近代科学の出発点は、事実と規範を区別して前者のみを対象とすることだ。カトリック教会が「太陽が地球のまわりを回るべきだ」と決めたとしても、科学はそれを否定する。経済学もそういう意味の科学をめざしたのだが、今や新古典派経済学は規範理論になってしまった。効用関数を最大化している人なんかいないし、そんな事実を証明することもできない。新古典派の消費者理論は「消費者が合理的ならそう行動すべきだ」という規範理論にすぎない。

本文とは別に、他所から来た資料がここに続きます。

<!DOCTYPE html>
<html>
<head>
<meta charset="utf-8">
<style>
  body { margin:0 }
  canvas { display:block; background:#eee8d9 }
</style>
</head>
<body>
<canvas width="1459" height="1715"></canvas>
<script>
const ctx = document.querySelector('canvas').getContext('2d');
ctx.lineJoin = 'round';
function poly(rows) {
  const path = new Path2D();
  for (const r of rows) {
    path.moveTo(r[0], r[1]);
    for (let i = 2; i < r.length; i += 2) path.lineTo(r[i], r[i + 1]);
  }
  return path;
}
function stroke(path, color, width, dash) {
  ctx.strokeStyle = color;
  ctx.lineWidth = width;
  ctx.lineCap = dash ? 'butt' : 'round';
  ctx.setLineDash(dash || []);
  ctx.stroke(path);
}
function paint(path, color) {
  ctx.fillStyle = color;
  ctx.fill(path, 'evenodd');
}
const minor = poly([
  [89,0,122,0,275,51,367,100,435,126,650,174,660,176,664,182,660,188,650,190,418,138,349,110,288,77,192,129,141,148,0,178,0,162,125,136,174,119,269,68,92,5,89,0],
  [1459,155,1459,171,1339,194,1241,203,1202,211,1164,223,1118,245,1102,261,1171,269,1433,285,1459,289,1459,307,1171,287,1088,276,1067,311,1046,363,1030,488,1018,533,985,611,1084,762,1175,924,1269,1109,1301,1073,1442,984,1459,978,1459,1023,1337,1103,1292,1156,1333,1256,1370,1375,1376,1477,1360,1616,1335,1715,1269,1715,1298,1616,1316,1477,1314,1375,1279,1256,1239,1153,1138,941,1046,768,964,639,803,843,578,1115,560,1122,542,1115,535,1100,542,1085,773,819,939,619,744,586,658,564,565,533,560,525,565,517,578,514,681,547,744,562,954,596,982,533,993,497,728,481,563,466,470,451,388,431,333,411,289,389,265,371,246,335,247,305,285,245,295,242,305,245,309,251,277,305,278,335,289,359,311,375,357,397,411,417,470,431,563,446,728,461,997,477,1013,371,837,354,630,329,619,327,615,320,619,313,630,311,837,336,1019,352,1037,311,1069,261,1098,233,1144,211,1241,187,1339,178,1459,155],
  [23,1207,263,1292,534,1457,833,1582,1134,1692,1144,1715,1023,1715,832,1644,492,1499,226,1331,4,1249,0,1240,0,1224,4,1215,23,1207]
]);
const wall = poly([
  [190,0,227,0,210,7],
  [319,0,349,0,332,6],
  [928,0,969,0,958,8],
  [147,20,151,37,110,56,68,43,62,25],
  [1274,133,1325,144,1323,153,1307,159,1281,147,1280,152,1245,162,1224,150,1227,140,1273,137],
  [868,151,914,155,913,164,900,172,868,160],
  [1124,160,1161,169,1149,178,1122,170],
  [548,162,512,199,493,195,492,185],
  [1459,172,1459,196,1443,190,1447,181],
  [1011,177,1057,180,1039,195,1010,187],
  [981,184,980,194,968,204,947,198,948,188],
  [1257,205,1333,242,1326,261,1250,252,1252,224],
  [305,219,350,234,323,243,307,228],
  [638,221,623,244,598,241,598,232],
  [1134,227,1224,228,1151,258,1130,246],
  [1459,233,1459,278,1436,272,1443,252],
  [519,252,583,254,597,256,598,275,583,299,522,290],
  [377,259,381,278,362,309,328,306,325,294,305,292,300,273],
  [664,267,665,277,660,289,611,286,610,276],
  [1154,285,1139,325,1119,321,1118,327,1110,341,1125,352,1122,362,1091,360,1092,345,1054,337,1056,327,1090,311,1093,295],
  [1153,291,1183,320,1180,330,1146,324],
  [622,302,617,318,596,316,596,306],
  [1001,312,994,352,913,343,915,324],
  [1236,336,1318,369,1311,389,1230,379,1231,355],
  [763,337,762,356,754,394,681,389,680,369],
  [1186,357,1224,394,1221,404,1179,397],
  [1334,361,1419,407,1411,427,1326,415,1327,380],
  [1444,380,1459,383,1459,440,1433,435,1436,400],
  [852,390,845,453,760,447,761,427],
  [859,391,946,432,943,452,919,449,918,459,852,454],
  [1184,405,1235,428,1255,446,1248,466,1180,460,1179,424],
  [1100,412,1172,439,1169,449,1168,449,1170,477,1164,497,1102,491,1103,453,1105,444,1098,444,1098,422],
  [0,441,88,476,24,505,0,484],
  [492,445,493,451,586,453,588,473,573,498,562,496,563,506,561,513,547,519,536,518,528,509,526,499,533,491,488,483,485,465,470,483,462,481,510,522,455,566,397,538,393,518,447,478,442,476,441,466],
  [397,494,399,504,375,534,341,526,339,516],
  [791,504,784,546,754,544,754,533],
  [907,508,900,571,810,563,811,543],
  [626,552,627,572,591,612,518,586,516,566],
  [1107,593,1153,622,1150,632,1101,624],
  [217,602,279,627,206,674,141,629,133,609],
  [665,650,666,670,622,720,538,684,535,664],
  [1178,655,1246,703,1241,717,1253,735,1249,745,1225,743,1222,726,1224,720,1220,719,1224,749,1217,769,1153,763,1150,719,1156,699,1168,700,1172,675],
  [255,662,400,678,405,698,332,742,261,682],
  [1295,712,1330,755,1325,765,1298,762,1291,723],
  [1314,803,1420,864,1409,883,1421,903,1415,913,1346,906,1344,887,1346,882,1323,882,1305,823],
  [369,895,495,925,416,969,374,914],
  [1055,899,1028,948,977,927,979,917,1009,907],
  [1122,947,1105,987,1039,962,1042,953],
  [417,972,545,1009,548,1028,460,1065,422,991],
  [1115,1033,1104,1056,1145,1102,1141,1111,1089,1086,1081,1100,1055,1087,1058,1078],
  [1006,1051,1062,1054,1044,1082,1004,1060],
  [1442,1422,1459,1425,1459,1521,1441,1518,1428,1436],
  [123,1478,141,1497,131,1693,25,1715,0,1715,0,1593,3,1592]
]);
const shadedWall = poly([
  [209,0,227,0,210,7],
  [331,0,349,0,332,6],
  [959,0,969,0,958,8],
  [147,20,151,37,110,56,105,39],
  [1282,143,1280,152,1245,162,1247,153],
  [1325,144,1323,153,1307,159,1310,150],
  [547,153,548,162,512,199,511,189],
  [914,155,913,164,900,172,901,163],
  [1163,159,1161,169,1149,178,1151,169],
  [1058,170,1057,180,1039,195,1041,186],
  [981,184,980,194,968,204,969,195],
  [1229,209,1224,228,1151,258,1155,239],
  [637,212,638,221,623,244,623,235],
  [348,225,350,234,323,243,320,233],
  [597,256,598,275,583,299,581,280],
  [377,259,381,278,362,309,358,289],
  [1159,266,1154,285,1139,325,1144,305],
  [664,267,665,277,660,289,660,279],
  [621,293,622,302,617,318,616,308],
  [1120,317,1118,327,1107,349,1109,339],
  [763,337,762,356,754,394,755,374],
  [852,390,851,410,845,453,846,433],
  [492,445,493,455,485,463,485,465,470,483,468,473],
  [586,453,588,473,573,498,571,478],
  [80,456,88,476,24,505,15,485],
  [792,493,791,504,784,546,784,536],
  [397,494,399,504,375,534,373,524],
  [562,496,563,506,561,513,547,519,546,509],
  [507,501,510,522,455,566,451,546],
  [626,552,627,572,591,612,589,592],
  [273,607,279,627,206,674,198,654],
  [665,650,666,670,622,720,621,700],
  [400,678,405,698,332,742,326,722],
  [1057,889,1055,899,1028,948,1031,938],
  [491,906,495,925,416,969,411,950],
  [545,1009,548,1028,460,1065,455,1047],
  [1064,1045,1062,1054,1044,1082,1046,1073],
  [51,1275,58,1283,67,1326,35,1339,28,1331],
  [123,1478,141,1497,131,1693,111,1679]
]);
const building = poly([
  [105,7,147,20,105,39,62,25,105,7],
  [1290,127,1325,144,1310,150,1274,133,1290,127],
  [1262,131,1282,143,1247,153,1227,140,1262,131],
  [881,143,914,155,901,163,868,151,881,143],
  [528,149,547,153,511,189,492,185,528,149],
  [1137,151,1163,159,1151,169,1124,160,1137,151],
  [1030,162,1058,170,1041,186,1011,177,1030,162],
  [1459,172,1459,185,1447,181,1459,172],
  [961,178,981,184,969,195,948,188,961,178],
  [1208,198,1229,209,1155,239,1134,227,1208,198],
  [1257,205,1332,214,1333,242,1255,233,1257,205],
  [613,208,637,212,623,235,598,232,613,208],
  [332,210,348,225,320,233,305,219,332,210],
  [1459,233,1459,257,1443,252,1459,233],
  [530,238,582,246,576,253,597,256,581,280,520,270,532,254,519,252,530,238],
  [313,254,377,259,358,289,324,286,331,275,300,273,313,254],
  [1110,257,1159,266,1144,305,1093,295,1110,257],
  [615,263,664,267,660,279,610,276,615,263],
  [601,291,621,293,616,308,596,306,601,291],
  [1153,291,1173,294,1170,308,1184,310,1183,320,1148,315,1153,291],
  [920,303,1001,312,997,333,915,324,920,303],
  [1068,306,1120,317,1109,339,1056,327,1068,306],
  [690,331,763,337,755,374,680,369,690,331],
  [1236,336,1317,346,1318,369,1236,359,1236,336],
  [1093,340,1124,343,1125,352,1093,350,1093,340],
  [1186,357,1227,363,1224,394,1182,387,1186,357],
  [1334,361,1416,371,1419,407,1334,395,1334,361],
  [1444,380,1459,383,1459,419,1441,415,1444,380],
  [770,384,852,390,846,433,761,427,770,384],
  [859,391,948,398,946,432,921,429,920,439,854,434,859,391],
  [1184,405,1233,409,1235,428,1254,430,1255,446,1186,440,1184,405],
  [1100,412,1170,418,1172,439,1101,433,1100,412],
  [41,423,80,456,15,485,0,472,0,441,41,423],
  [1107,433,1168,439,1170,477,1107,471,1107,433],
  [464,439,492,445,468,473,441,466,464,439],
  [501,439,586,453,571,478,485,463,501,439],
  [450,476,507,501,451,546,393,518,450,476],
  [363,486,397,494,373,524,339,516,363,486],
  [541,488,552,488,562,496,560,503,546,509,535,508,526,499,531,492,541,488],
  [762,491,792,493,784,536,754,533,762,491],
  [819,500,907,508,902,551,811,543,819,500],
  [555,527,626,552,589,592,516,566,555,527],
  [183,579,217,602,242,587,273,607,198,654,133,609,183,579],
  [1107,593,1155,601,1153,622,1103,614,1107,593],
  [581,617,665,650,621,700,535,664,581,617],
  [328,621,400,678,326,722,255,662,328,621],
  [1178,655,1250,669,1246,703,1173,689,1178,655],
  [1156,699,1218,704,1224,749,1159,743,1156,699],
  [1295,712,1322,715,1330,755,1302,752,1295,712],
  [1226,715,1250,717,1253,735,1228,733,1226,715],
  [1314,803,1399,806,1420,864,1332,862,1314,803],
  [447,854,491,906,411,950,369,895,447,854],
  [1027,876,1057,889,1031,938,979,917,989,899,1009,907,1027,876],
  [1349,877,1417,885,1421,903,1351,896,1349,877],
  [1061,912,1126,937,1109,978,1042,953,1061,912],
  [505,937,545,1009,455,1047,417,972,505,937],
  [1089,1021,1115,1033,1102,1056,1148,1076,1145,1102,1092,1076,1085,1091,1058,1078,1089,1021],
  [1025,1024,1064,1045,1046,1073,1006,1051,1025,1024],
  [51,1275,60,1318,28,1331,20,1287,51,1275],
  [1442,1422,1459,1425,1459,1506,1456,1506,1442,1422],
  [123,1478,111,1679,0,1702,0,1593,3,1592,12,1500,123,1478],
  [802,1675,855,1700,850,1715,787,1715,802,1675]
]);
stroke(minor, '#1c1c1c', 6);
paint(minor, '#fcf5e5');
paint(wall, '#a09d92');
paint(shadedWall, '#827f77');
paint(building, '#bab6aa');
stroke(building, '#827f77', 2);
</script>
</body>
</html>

しかし経済学の存在意義はそこにある、と著者は考える。人々の意思決定にはバイアスがあるが、経済学者が「それはおかしい」と批判したら反論できない。合理的な行動のほうが望ましい結果をもたらすからだ。したがって多くの人の集まる市場では、合理性が威力を発揮する。バイアスのある市場参加者は淘汰されるからだ。つまり合理的選択とは競争に生き残る選択のことなので、生物はきわめて合理的にできている。
では感情にはどういう意味があるのだろうか。それはヒュームがいったように、アジェンダ設定の機能である。アルゴリズム的な合理性は、与えられた問題には答を出すことはできるが、問題を決めることはできない。あなたが昼食に寿司を食うかそばを食うかを合理的に決めることはできないのだ。合理的に計算できるのは、寿司を食う場合に安い寿司屋を選ぶことだけである。
こうした哲学的な観点から、著者はゲーム理論や社会的選択理論なども批判的に総括し、カントからアロウまで参照して「合理的選択とは何か」を探究する。本文では数式は省いてやさしく書かれているが、学生にも専門家にも一読に値する教科書である。